[Dataset excerpts]

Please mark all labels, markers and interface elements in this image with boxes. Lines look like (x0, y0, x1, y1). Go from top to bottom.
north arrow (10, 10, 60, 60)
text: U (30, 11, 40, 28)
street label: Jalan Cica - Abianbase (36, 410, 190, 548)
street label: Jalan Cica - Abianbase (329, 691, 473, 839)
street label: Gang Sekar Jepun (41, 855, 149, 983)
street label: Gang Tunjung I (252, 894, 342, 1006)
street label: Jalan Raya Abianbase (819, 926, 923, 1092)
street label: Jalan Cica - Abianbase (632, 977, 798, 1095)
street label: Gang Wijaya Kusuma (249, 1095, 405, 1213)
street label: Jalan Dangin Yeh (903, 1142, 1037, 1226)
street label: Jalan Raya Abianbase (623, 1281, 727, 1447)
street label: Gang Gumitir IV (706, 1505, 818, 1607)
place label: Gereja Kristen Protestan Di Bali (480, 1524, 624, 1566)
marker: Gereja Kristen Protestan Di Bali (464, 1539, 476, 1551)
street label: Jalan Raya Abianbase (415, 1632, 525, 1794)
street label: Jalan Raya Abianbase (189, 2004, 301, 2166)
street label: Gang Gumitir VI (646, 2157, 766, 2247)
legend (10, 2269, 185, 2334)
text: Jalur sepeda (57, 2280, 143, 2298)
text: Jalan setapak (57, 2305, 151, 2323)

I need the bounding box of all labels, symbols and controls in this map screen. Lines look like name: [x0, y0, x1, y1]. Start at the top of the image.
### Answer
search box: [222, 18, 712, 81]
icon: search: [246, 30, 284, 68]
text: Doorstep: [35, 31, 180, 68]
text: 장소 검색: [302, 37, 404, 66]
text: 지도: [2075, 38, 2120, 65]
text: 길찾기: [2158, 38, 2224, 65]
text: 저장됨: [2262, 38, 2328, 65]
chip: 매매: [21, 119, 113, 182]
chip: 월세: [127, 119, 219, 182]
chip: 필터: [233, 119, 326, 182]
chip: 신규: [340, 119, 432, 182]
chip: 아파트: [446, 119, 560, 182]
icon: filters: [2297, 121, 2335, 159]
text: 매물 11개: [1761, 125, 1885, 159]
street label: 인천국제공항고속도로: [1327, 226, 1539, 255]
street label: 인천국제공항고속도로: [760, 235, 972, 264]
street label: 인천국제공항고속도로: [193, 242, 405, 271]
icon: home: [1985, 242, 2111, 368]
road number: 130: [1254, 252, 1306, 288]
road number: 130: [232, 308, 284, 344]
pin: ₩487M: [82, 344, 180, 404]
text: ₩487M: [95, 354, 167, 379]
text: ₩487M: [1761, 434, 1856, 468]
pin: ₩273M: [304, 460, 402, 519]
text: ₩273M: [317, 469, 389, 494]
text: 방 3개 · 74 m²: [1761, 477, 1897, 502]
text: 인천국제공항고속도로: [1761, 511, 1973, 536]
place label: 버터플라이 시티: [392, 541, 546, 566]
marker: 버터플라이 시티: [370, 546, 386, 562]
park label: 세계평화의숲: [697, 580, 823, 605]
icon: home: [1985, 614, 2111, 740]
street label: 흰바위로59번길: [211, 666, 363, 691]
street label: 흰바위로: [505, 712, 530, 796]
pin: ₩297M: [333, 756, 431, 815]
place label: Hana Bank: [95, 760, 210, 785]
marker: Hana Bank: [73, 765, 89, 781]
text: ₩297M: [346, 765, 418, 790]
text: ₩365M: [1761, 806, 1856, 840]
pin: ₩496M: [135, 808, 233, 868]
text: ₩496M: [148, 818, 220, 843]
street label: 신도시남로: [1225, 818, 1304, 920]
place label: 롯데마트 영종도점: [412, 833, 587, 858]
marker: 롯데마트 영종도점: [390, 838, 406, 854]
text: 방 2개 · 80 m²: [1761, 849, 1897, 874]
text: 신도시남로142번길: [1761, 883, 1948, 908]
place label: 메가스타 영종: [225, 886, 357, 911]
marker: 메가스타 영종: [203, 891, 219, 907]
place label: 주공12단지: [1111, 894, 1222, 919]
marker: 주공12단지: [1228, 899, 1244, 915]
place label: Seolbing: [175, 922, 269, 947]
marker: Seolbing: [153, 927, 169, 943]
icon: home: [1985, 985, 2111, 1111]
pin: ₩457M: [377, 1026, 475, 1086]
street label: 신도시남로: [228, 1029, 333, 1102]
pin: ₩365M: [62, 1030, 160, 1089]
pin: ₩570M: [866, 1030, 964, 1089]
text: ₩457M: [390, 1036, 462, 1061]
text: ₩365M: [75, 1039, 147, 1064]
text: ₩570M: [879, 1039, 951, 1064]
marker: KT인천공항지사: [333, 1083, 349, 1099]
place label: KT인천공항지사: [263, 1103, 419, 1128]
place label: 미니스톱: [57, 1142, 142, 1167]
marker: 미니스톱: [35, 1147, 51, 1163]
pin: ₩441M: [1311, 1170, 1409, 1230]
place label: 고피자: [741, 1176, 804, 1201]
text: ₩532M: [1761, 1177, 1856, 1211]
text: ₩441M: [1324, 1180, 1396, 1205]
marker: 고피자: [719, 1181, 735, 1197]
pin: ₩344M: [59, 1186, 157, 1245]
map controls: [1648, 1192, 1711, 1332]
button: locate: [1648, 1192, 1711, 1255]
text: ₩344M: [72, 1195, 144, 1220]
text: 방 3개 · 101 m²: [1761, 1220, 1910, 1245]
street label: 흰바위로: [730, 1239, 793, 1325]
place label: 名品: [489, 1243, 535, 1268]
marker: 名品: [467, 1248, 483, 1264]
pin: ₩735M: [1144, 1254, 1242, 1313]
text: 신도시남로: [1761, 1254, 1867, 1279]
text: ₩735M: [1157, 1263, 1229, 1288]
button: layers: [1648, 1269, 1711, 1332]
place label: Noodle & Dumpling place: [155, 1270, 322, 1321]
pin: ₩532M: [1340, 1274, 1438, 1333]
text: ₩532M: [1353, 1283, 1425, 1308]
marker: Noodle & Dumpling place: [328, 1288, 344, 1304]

TASK ITEM » Wherever the string "home" appears in a line of the records above, copy that line.

PROBLEM SOLUTION »
icon: home: [1985, 242, 2111, 368]
icon: home: [1985, 614, 2111, 740]
icon: home: [1985, 985, 2111, 1111]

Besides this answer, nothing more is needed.